[Haskell-cafe] Re: cryptohash and an incremental API

Thomas DuBuisson thomas.dubuisson at gmail.com
Wed Jul 14 14:43:45 EDT 2010

Vincent said:
> couple of comments around the hashes interface:
>
> * updateCtx works on blockLength, instead of working on arbitrary size...

So for performance reasons you seem to prefer Semantics 1.2?

"""
1.2 Multiple of blockSize bytes
Implementations are encouraged to consume data (continue updating,
encrypting, or decrypting) until there is less than blockSize bits
available.
"""

Also, I'll amend 1.2 and say the hashUpdate/encrypt/decrypt functions
should only consume n * blockSize bytes, tracking the remainder will
be done at the higher level.  Also, the higher level default
implementations should only pass n * blocksize inputs to these
functions.

I can see how that's reasonable and am strongly considering using

> * hash is a generic operation based on the class Hash.

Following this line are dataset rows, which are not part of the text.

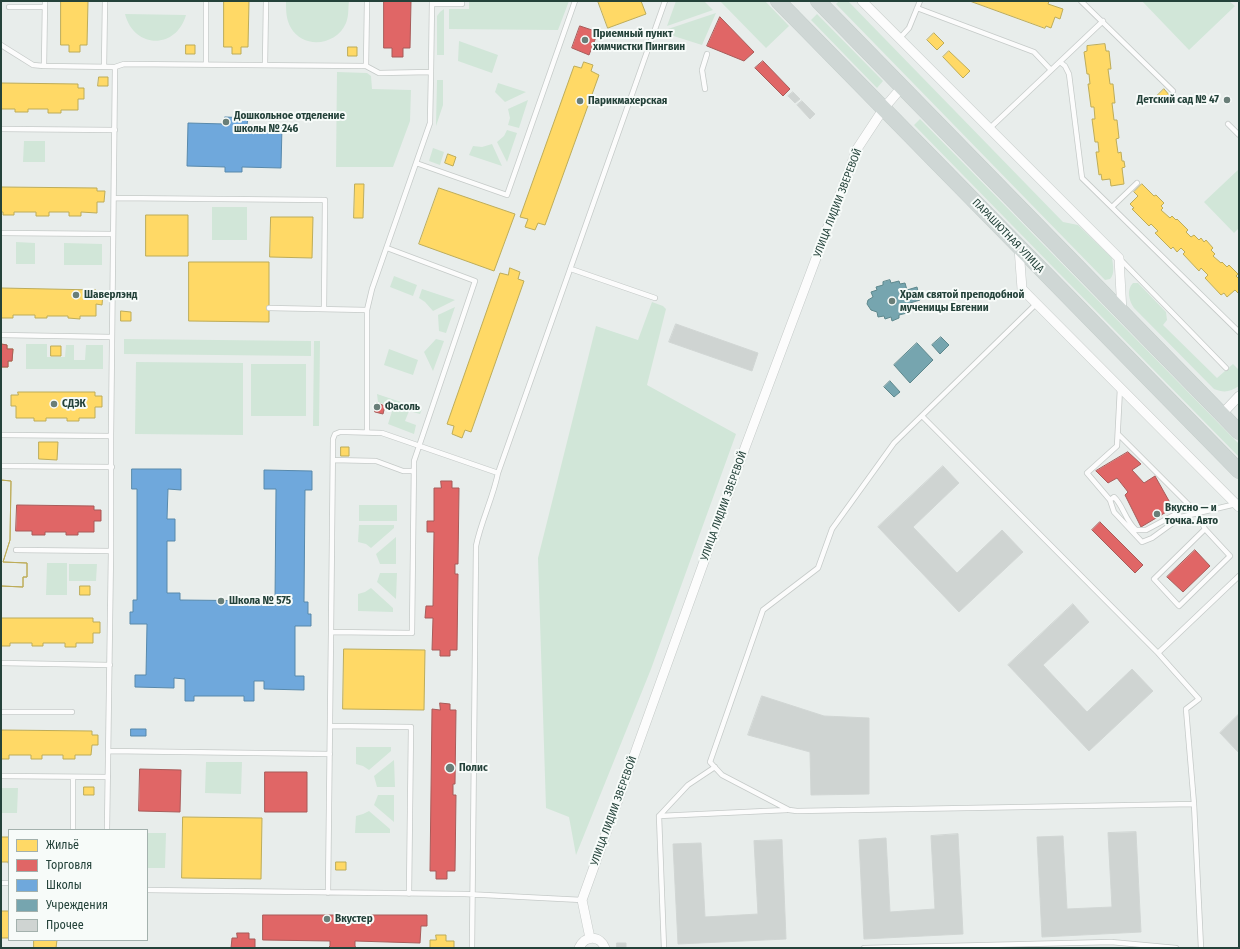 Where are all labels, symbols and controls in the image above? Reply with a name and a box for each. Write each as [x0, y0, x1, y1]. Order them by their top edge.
place label: Приемный пункт химчистки Пингвин [593, 27, 685, 53]
marker: Приемный пункт химчистки Пингвин [580, 35, 590, 45]
place label: Детский сад № 47 [1137, 93, 1219, 107]
place label: Парикмахерская [588, 94, 667, 108]
marker: Детский сад № 47 [1222, 95, 1232, 105]
marker: Парикмахерская [575, 96, 585, 106]
place label: Дошкольное отделение школы № 246 [234, 109, 345, 135]
marker: Дошкольное отделение школы № 246 [221, 117, 231, 127]
street label: УЛИЦА ЛИДИИ ЗВЕРЕВОЙ [811, 147, 865, 259]
street label: ПАРАШЮТНАЯ УЛИЦА [969, 196, 1047, 276]
place label: Шаверлэнд [84, 288, 137, 302]
place label: Храм святой преподобной мученицы Евгении [900, 288, 1024, 314]
marker: Шаверлэнд [71, 290, 81, 300]
marker: Храм святой преподобной мученицы Евгении [887, 296, 897, 306]
place label: СДЭК [62, 397, 86, 411]
marker: СДЭК [49, 399, 59, 409]
place label: Фасоль [385, 400, 420, 414]
marker: Фасоль [372, 402, 382, 412]
street label: УЛИЦА ЛИДИИ ЗВЕРЕВОЙ [698, 450, 750, 562]
place label: Вкусно — и точка. Авто [1165, 501, 1218, 527]
marker: Вкусно — и точка. Авто [1152, 509, 1162, 519]
place label: Школа № 575 [229, 594, 291, 608]
marker: Школа № 575 [216, 596, 226, 606]
street label: УЛИЦА ЛИДИИ ЗВЕРЕВОЙ [588, 755, 640, 867]
place label: Полис [459, 761, 488, 775]
marker: Полис [444, 762, 456, 774]
legend [8, 829, 148, 941]
text: Жильё [46, 838, 79, 852]
text: Торговля [46, 858, 92, 872]
text: Школы [46, 878, 82, 892]
text: Учреждения [46, 898, 108, 912]
place label: Вкустер [335, 912, 373, 926]
marker: Вкустер [322, 914, 332, 924]
text: Прочее [46, 918, 84, 932]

In my case, it improve
> performance by not running the pure init/update/finalize exposed, but use the hidden
> impure function. I realized yesterday it's not as much as i though since i had
> a bug in my benchmark, but it's still there (100ms for 500mb of data).

Humm, 0.2 sections  / GB is significant so again I can be swayed - it
isn't like I can't have a default definition of hash (and others) when
its part of the class instance.

> * Why is the digest of a specific type ? I like representing different
> things with different types, but i'm not sure what do you gain with digests
> though.

This I am less flexible on.  My thought on how people will use this
library is centered around the instantiation of classes on the keys
used or resulting digests.  Anyone wanting ByteString results can
simply use Data.[Serialize,Binary].encode.

Here is a user getting a sha256 hash:
let h = hash contents :: SHA256

or the type could be implicit due to context (not shown):
let h = hash contents

> * is strength really useful in the Hash class ? it might be accurate when the
> thing get implemented, but i'm not sure what would happens over time, and flaws
> are discovered. would people actually updates it ?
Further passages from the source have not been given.